Coming to Grips With Perfectionism

“I’m not perfect, you know.” She squinted her eyes a bit with exasperation in your voice. As if I thought she should be.

Often such a statement has to do with the mistaken belief that the spiritual life is a static state of moral and virtuous personal achievement. Claiming we are not perfect is a way of giving ourselves a break for not measuring up to this perceived standard of moral excellence. Of course, no one ever defines how you know when you’ve arrived. So we live with an elusive goal and a nagging voice that mocks us, “You should be better by now.” (Or… we judge others for not behaving as well as we do.)

Just as insidious is the notion that it’s up to us to get there; that the weight of our formation is on our shoulders. So we do all the right things….read the Bible (in hopes of attaining more information about God and mastering principles); we pray (when we need something), go to church, and faithfully serve…all with the hope of somehow making the Christina life “work.” Too often, unintentionally and unnoticeably, our sincere devotion collapses into meaningless rituals, lifeless duty, and external acts of worship. We love Jesus but our devotion to God has somehow become dry as bones and we are left with empty souls empty and exhausted lives. Perhaps at an unguarded moment, our heart whispers to us, “Is this all there is? There has to be more.” Indeed, there has to be something more redemptive than all our striving.

Perfection has never been the point of the spiritual life.

So what is the Christian life all about? What if it’s about staying focused and alive to what God is doing to keep us in relationship with him? What if it’s not so much about attaining as it is about remaining in a posture of receiving? What if it’s about paying attention and responding to the creative, dynamic, fresh, redemptive activity of the Holy Spirit in our lives? What if being a disciple is more than believing and trusting Jesus from the onset; and it’s a life-long, interactive, and engaging way of living with Jesus himself which allows us to daily live with a very real sense of his nearness, availability and fathomless love? What if being a Christian was never a matter of becoming a religious person but rather living with the awareness of Christ as an ever-present reality in our lives and allowing His presence to shape us? Perhaps that’s the real work of the Christian life.

How does this change our approach our devotion?

What if our devotional reading of the Bible becomes less about mastering a text but allowing the text master us? Perhaps to truly allow the text to come alive and connect with our lives, we need to put aside our agenda and be willing to come to the text with openness, vulnerability, and a sense of wonder. What if Scripture actually becomes holy ground on which to encounter God?

What if prayer becomes more than a venue to offer our requests (although that is part of it) and is just as much about listening, waiting, and responding…with confession, adoration, a simple breath prayer or lament? What if prayer is not only about particular prayers in a particular place but also about an ongoing attitude of prayerfulness all throughout our day?

What if the practice of silence and solitude invites us to make room in our overly-scheduled, distracted, anxious lives where we choose to unplug; not only from the constant stimulation of life, but also from our own addiction to noise, words, and activity to connect with God, in an unhurried, uninterrupted, deeper way?
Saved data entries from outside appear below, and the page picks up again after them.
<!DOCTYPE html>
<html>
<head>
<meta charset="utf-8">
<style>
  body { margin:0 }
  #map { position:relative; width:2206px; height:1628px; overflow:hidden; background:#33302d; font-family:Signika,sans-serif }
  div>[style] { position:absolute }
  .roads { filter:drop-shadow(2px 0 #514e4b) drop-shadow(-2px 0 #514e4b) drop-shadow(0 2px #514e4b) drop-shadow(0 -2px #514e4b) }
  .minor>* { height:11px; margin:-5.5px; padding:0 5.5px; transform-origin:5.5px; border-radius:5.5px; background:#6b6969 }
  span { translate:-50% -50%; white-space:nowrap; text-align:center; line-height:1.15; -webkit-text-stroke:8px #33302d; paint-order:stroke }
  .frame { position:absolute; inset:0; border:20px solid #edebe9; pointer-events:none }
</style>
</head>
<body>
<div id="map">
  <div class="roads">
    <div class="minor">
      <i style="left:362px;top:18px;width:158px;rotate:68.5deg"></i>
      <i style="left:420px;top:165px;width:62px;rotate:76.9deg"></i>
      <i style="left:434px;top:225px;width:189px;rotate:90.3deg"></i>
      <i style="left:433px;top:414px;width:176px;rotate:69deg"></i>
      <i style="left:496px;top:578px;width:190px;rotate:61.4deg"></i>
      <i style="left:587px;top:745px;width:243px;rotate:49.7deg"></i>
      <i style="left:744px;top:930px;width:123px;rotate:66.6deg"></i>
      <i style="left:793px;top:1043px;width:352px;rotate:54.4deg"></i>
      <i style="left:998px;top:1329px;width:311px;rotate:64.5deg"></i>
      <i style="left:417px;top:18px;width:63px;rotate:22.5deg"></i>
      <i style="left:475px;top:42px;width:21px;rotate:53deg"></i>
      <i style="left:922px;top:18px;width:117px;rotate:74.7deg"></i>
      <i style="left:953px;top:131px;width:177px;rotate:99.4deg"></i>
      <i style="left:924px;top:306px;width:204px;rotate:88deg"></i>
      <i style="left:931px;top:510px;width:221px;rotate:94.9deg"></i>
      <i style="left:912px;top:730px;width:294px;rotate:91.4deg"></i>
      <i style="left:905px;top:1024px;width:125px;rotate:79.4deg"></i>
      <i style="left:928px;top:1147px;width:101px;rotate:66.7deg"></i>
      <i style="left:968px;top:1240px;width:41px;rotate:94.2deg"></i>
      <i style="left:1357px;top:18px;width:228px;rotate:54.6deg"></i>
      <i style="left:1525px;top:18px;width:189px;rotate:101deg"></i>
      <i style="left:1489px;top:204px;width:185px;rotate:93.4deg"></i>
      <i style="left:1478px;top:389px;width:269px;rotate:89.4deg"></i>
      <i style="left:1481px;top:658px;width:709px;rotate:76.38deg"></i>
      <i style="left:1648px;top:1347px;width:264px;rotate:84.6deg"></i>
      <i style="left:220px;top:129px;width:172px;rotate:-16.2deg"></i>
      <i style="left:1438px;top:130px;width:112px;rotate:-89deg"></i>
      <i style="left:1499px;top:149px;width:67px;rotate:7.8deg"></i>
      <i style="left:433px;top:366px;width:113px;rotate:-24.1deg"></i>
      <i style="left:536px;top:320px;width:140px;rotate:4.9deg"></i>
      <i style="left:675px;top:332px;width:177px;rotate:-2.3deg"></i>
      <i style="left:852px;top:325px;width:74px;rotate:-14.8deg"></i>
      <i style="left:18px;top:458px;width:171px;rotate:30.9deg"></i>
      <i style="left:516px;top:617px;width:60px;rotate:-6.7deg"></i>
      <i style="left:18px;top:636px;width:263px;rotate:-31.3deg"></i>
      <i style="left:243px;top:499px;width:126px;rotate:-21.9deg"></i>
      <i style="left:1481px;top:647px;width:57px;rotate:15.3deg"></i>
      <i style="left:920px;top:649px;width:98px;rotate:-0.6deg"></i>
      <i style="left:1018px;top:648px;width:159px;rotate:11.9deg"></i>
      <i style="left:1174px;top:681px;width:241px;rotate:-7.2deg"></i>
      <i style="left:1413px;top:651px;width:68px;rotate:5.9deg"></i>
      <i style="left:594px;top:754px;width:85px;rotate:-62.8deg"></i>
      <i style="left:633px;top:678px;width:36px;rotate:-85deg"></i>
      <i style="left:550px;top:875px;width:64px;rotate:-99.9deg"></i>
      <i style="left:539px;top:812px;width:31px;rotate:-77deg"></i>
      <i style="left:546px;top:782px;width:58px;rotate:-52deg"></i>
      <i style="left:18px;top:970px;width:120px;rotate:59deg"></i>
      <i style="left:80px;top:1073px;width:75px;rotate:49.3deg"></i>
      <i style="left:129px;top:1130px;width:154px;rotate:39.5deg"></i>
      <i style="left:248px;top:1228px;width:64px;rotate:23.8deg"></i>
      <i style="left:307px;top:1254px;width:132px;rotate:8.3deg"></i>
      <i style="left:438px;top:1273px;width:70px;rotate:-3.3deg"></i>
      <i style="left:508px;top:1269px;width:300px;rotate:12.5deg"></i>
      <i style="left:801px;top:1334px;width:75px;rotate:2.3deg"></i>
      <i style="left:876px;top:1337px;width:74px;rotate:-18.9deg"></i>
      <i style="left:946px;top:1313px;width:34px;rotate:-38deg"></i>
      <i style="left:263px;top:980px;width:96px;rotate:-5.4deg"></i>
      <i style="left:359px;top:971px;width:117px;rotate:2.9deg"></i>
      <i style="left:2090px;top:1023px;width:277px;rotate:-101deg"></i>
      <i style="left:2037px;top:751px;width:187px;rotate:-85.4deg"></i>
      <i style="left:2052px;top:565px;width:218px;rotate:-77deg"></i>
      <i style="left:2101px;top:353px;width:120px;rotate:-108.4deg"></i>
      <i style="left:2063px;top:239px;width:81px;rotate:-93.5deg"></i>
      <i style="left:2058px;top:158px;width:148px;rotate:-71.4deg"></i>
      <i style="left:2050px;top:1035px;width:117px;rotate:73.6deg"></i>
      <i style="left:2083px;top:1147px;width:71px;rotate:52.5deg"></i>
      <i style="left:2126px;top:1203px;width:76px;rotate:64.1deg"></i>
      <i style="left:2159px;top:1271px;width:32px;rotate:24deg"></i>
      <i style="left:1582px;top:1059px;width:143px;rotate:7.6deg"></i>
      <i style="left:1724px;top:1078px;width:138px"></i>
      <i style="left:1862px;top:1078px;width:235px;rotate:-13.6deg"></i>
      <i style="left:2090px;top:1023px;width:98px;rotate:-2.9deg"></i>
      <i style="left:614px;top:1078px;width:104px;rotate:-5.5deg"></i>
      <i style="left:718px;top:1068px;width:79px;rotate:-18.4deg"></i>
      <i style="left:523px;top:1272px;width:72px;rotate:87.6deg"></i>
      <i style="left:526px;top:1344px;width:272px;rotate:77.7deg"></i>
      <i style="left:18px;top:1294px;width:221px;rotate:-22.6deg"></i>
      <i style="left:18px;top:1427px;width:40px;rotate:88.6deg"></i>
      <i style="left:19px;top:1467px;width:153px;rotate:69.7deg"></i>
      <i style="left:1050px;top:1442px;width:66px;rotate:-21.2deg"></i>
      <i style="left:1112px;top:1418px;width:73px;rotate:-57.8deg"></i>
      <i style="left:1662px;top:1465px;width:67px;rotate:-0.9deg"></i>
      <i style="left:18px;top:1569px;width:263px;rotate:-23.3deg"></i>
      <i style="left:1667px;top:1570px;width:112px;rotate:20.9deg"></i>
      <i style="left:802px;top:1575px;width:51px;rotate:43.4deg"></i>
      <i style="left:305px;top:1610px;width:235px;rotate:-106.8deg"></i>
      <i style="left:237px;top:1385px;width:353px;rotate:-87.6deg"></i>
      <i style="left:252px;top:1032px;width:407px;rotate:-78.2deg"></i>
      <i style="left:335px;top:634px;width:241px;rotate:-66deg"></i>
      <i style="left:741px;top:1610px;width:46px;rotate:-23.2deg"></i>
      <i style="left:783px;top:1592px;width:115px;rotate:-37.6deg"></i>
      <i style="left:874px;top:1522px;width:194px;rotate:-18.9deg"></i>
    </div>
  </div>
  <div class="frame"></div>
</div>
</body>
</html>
What if silence nurtures transformation by quieting all the other voices that threaten to define us? What if just being with Jesus is transformative?

What if practicing a Sabbath day is not about legalistic duty but about stopping, resting, delighting in God and in living in sync with the rhythms that match how we were created? What if Sabbath interrupts the break-neck speed of our lives and fosters an ability to bring something truer to the world than all of our doing? What if practicing Sabbath dissolves the artificial urgency and driveneness of our days and puts us in touch with something more real than what we are all able to produce on our own?

When the spiritual life is reduced to personal strategies for perfection, it can leave us frustrated and exhausted. At some point, we will realize all of our striving doesn’t satisfy our deepest desire for God. When the spiritual life, however, is about cultivating attentive and ever-increasing responsiveness to a fresh work of grace in our lives, only then do we release our expectations of what we think our lives should look like. Only then can we receive the life Jesus wants to give us. Only then do we embark on the life long journey of turning away from our own plans and strategies and lean into God’s creative, disruptive, mysterious, redemptive ways in our lives.